*Records for processing*:
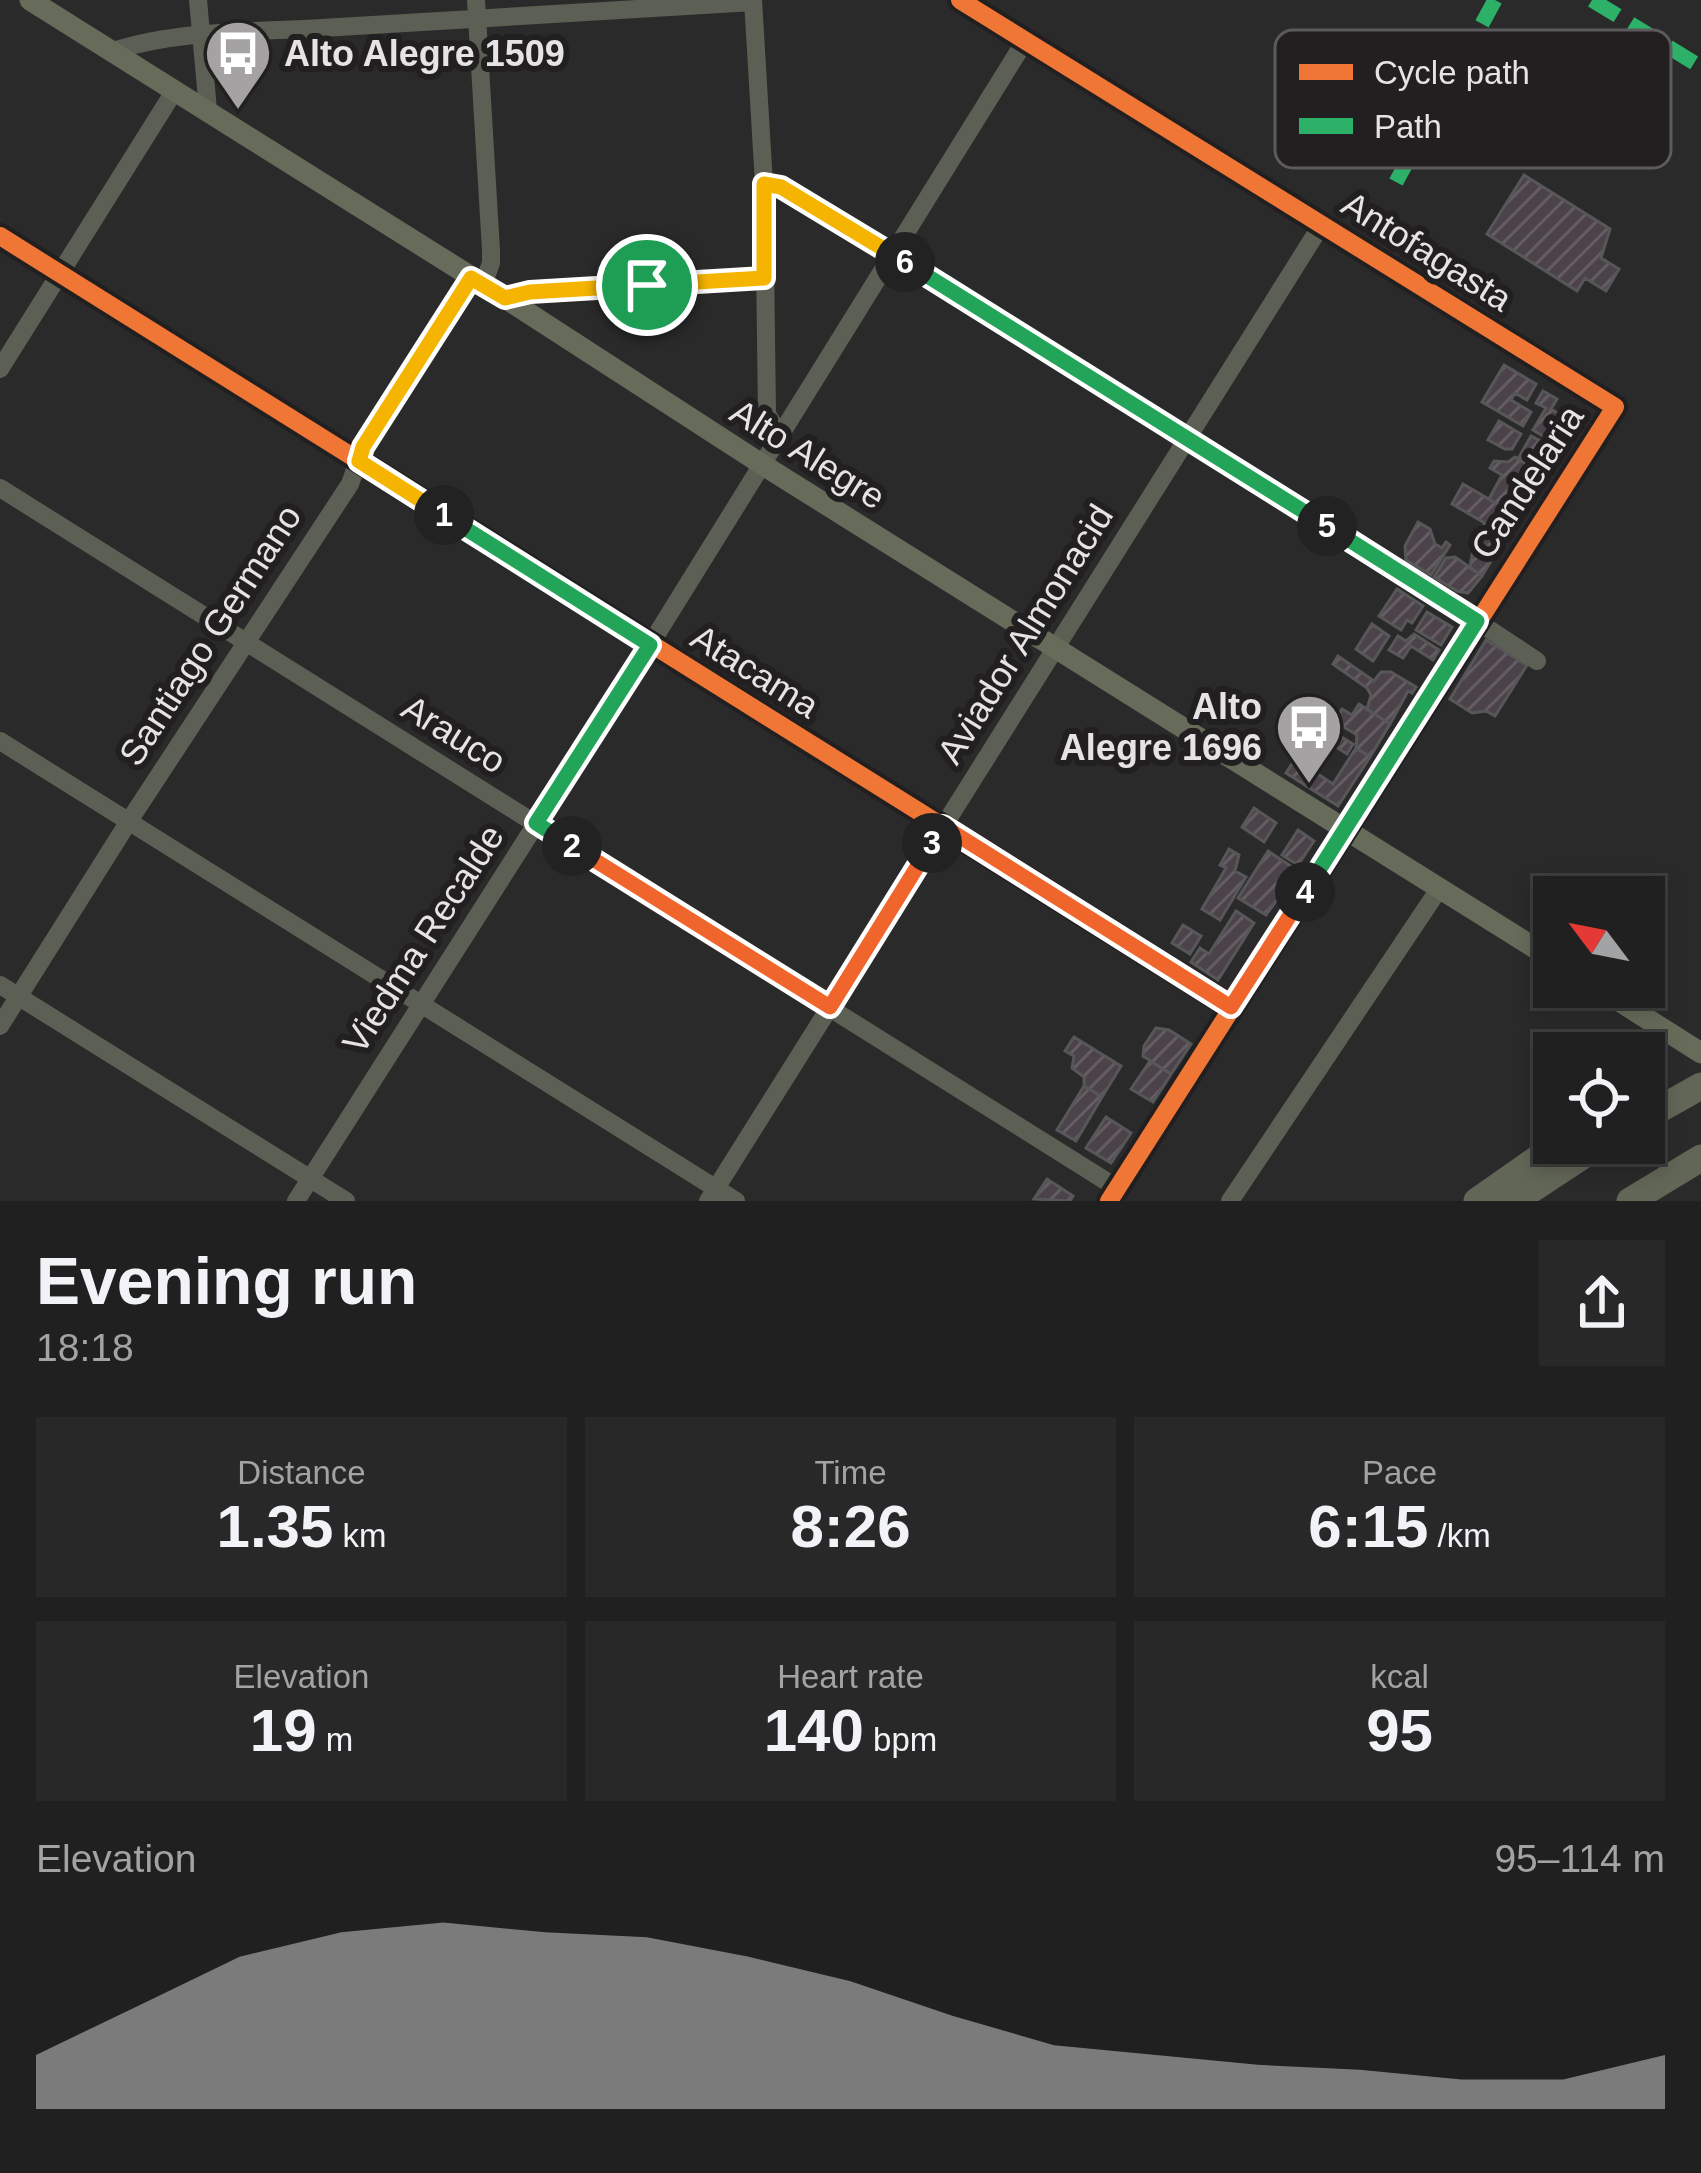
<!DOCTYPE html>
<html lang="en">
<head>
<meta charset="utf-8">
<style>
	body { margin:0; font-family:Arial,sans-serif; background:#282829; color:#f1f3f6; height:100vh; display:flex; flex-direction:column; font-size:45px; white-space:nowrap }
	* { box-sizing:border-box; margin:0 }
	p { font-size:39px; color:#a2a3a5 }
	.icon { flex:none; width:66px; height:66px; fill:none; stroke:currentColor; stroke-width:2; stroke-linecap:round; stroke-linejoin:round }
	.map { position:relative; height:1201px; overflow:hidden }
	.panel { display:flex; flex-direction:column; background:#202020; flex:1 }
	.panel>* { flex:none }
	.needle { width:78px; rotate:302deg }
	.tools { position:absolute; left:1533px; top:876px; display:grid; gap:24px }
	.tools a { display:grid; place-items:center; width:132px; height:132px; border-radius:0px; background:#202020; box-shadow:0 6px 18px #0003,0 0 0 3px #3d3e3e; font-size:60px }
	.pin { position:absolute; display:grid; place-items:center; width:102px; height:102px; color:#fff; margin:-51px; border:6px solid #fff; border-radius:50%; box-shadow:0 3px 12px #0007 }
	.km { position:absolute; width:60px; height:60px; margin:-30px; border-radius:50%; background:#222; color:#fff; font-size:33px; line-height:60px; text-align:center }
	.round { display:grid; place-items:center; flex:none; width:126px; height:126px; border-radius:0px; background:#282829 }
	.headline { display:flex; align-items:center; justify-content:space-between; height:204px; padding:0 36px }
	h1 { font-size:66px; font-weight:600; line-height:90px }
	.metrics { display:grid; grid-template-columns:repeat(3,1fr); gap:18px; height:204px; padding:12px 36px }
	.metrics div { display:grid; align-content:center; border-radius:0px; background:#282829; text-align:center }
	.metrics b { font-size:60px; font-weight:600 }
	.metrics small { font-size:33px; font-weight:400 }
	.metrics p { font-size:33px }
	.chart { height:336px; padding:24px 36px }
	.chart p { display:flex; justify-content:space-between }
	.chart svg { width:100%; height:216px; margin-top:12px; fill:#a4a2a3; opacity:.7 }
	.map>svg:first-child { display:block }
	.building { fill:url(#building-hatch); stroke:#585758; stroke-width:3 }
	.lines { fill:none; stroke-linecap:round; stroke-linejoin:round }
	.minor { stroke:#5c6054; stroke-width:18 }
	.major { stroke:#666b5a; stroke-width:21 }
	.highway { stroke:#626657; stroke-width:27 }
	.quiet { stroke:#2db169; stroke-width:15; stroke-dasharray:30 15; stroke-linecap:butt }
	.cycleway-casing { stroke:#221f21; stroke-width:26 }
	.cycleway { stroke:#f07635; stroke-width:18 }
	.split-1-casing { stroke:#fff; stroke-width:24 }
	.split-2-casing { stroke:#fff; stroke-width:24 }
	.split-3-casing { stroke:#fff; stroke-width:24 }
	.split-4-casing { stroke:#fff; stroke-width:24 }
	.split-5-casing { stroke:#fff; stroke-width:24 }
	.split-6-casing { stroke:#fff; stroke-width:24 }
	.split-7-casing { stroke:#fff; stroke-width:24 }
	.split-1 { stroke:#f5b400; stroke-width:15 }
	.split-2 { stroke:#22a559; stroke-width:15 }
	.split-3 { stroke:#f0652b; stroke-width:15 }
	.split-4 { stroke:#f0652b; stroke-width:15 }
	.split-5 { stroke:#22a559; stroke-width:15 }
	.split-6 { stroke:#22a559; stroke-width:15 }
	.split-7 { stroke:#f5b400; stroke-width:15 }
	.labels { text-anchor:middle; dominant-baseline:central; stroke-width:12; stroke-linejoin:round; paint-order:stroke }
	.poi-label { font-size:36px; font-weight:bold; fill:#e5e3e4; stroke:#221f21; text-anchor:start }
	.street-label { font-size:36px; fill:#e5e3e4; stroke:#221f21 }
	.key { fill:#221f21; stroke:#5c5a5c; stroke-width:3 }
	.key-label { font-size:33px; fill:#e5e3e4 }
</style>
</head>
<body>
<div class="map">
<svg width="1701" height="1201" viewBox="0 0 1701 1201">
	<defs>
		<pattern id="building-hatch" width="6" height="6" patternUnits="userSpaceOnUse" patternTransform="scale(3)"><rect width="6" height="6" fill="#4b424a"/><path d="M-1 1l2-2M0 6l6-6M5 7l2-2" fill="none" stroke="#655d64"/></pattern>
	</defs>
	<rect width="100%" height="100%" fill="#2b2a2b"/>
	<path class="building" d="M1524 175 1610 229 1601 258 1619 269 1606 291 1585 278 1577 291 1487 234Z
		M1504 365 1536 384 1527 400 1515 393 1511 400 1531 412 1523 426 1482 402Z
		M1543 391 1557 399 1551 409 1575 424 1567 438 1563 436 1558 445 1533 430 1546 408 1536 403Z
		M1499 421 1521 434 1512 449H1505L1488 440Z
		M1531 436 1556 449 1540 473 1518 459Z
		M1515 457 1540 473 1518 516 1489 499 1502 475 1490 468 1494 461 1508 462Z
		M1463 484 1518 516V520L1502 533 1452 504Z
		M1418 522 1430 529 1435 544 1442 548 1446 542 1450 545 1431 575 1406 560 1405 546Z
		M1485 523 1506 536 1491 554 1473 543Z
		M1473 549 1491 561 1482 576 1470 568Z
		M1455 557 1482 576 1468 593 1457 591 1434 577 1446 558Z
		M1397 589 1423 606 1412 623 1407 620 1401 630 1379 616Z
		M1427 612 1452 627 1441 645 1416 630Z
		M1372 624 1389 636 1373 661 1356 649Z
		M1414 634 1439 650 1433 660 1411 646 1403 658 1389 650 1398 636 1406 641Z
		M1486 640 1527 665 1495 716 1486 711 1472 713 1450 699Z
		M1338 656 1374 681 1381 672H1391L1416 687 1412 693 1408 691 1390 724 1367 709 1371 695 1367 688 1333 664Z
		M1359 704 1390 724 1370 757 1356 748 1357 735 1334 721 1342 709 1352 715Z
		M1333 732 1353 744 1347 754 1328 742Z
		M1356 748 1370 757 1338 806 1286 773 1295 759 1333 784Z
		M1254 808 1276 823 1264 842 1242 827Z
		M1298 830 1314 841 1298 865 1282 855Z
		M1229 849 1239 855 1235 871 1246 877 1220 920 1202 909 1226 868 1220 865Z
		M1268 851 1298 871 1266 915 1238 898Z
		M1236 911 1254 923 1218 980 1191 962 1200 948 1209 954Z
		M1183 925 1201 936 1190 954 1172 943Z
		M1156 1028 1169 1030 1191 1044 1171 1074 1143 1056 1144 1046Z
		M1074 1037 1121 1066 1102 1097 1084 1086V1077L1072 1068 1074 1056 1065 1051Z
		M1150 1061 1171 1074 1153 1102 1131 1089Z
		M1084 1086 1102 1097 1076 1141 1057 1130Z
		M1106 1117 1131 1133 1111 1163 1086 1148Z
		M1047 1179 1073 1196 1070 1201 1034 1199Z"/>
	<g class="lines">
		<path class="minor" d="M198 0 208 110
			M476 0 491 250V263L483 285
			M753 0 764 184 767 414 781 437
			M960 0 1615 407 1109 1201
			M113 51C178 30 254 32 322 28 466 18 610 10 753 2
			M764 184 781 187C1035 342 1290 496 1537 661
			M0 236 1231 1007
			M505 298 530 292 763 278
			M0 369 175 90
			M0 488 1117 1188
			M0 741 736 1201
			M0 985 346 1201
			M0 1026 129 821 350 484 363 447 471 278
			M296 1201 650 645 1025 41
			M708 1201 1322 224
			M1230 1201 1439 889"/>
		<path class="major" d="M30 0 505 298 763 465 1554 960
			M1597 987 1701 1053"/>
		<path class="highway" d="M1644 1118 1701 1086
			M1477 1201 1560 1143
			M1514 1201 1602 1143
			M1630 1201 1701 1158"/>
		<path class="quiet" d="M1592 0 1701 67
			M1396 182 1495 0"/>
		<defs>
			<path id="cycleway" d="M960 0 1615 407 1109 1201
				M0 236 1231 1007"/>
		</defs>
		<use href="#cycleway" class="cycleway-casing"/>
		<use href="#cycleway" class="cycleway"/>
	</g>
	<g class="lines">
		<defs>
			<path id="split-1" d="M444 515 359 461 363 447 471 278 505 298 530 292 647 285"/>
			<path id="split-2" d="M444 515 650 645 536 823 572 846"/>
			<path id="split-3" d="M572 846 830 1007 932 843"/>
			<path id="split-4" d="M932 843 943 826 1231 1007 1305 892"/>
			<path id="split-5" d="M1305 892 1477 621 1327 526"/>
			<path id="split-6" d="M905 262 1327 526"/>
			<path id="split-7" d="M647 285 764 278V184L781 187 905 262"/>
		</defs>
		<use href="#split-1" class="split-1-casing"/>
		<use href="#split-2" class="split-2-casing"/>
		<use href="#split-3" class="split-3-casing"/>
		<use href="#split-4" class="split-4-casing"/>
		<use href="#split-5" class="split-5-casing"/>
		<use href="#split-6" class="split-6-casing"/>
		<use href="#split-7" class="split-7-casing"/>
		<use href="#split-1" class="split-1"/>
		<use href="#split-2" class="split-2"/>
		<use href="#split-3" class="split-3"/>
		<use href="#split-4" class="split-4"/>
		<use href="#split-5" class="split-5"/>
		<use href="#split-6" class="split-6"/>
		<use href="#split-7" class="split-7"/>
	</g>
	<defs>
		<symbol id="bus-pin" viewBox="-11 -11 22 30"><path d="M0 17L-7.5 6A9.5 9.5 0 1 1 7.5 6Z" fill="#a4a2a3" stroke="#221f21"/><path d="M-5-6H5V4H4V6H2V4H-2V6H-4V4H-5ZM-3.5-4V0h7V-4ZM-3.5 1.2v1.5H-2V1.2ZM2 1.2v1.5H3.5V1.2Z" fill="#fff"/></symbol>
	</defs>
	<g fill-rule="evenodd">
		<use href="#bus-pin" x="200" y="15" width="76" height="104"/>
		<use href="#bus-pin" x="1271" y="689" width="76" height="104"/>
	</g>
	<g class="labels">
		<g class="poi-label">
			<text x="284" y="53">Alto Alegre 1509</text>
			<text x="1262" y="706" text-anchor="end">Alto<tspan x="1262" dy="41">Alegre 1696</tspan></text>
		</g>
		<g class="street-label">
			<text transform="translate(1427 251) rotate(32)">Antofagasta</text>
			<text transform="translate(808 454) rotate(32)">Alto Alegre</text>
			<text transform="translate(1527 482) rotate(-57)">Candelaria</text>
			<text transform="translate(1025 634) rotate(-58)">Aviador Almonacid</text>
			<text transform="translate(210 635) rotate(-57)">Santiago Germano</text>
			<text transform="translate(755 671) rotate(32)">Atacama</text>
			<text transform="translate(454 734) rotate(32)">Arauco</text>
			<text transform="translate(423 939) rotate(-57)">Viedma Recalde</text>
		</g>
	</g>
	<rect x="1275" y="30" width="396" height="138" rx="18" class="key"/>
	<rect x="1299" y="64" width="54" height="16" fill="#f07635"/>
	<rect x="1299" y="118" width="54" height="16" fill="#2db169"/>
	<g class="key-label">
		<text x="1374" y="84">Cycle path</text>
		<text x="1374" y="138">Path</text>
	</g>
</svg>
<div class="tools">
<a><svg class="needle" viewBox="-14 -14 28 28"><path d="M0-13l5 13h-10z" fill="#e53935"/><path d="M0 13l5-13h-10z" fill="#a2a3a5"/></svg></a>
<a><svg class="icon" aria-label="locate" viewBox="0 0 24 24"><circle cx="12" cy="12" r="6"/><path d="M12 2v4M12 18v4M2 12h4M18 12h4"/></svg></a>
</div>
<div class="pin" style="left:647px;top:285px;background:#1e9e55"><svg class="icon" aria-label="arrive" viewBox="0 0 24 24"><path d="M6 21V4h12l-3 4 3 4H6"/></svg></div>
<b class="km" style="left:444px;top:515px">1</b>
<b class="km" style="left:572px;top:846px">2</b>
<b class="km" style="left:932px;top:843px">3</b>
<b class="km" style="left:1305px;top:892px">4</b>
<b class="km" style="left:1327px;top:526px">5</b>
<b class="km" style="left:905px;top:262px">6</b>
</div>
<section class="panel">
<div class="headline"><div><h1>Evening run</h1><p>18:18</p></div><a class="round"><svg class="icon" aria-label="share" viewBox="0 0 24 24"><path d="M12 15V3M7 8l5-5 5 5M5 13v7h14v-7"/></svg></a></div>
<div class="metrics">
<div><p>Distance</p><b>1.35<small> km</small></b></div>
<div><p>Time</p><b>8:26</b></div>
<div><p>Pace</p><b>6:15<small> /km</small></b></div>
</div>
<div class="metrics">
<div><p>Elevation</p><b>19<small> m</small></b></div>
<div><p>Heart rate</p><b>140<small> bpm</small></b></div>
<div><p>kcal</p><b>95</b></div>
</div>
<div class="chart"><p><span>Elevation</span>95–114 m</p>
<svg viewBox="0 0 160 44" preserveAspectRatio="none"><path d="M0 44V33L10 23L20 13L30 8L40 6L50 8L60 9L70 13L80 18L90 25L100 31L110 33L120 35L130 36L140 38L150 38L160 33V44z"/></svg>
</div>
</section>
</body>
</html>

*Activity*: From the opening line of the entries above to the line that holds "display:flex; flex-direction:column; background:#202020;", inclusive, reproduce each line exactly and omit any picture.

*Output of the task*:
<!DOCTYPE html>
<html lang="en">
<head>
<meta charset="utf-8">
<style>
	body { margin:0; font-family:Arial,sans-serif; background:#282829; color:#f1f3f6; height:100vh; display:flex; flex-direction:column; font-size:45px; white-space:nowrap }
	* { box-sizing:border-box; margin:0 }
	p { font-size:39px; color:#a2a3a5 }
	.icon { flex:none; width:66px; height:66px; fill:none; stroke:currentColor; stroke-width:2; stroke-linecap:round; stroke-linejoin:round }
	.map { position:relative; height:1201px; overflow:hidden }
	.panel { display:flex; flex-direction:column; background:#202020; flex:1 }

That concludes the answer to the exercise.